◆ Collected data

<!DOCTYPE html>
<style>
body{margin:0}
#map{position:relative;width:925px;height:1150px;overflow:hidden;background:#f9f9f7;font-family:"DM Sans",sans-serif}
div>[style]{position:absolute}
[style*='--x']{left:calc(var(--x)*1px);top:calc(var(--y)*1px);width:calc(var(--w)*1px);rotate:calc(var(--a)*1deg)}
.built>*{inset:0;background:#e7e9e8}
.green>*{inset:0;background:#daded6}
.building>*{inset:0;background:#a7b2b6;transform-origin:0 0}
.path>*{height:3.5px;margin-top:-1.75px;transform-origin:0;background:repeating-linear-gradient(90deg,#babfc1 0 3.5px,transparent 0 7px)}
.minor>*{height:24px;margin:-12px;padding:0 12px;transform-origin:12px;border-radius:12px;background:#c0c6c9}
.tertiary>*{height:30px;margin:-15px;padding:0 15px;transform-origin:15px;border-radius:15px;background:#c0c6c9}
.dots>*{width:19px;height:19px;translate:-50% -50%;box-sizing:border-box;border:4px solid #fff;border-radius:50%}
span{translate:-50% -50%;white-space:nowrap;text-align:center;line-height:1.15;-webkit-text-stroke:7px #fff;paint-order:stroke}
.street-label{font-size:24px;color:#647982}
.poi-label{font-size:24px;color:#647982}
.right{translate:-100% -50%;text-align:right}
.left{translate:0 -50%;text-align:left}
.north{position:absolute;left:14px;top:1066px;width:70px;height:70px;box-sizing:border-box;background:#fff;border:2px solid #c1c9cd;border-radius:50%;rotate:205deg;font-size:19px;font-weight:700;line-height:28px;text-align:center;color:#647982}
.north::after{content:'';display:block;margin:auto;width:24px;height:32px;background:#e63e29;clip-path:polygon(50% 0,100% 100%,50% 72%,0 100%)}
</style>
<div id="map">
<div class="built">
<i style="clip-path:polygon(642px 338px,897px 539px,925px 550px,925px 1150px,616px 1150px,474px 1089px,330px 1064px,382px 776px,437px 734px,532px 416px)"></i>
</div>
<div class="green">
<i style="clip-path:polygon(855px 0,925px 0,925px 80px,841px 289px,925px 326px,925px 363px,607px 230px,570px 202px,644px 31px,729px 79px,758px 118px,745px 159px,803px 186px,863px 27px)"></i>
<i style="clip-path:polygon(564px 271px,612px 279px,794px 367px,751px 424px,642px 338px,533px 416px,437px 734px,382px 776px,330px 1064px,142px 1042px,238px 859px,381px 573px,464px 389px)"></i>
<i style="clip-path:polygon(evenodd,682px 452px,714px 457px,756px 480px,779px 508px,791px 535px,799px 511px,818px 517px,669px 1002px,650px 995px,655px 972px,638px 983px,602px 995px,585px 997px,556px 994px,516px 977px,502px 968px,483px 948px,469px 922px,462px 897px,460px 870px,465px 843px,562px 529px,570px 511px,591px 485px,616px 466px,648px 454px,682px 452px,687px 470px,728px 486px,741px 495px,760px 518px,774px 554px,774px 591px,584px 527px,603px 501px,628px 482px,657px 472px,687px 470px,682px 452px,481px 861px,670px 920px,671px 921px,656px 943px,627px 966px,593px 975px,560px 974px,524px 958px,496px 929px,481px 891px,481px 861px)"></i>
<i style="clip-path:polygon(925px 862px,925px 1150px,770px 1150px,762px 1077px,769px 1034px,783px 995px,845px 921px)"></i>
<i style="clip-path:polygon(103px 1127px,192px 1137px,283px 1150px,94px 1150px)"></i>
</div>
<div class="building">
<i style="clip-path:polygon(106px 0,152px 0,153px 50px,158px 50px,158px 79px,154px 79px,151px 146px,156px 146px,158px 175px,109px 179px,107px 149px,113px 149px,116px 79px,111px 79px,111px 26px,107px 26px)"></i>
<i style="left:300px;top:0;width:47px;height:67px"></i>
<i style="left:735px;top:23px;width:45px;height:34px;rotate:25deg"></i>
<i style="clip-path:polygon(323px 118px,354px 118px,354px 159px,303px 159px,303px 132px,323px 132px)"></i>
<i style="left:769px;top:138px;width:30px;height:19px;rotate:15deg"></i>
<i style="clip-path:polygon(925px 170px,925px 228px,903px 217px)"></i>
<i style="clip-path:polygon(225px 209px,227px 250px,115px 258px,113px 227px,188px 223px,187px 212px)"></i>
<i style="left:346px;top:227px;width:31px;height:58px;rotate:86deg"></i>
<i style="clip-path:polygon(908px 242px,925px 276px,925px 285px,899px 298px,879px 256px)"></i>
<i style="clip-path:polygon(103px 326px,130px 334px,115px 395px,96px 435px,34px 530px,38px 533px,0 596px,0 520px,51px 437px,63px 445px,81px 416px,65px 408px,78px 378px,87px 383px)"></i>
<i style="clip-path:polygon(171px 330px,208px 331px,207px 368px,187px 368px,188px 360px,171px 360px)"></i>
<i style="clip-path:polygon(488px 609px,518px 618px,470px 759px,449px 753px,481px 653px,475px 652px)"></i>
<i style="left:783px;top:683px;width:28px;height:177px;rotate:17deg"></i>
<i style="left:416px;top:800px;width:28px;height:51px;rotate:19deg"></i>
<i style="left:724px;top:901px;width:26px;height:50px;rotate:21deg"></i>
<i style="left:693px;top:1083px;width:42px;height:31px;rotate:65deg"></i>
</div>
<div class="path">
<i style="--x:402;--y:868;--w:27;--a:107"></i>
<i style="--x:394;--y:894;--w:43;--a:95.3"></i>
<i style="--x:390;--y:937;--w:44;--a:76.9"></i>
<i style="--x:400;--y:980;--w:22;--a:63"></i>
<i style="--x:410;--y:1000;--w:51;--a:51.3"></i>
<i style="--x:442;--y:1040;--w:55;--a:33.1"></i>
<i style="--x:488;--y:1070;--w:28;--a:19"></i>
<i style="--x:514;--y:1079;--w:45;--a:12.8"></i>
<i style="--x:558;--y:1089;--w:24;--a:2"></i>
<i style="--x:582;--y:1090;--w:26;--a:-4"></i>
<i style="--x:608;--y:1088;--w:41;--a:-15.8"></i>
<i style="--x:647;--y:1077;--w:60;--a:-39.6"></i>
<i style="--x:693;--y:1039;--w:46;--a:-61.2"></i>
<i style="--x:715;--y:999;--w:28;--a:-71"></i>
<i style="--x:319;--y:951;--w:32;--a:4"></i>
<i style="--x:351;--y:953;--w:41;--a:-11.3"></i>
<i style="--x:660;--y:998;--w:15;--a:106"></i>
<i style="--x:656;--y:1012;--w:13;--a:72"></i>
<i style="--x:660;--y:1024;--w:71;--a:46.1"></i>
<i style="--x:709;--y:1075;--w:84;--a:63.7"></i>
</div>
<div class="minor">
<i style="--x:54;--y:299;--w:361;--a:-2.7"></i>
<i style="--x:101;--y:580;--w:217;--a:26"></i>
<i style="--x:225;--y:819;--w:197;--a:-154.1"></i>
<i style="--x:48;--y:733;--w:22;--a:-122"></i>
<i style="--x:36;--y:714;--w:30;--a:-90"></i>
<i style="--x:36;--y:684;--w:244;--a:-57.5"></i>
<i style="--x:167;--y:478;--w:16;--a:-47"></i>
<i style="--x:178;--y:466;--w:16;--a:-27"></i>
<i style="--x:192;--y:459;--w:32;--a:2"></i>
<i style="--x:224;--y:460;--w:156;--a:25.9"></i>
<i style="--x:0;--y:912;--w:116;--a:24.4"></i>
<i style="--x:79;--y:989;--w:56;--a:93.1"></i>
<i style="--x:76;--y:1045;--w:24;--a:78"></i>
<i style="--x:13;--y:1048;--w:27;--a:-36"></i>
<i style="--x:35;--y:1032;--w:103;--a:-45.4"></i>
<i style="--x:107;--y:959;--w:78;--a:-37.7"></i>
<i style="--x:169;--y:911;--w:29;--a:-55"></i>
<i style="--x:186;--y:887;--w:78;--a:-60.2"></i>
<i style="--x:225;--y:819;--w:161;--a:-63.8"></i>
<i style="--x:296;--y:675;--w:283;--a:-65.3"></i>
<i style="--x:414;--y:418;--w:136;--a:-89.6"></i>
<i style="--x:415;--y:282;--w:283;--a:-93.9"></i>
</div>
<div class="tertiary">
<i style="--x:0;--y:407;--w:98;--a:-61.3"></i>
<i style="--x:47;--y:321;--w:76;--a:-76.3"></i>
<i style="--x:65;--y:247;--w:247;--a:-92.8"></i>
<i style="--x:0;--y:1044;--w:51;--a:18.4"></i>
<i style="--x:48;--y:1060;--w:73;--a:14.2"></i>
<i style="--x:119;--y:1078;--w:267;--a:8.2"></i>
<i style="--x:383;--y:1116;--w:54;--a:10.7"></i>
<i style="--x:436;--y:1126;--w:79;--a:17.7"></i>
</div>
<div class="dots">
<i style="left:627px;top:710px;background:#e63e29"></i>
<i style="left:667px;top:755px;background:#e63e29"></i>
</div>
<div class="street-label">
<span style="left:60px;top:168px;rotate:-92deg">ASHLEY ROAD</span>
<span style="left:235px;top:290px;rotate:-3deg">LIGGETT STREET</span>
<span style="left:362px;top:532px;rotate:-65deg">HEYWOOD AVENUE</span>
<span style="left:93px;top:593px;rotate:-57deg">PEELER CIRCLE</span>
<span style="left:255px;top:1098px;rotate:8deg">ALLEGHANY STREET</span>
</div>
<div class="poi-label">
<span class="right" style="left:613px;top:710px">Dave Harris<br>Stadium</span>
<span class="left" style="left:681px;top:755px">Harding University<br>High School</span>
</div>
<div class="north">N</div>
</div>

◆ GOAL OF THE EXERCISE
When the line containing "0 3.5px,transparent 0" is reached, include it and stop. Until then, output each line of the entries exactly as given, starting from the first.

◆ COMPLETED TASK
<!DOCTYPE html>
<style>
body{margin:0}
#map{position:relative;width:925px;height:1150px;overflow:hidden;background:#f9f9f7;font-family:"DM Sans",sans-serif}
div>[style]{position:absolute}
[style*='--x']{left:calc(var(--x)*1px);top:calc(var(--y)*1px);width:calc(var(--w)*1px);rotate:calc(var(--a)*1deg)}
.built>*{inset:0;background:#e7e9e8}
.green>*{inset:0;background:#daded6}
.building>*{inset:0;background:#a7b2b6;transform-origin:0 0}
.path>*{height:3.5px;margin-top:-1.75px;transform-origin:0;background:repeating-linear-gradient(90deg,#babfc1 0 3.5px,transparent 0 7px)}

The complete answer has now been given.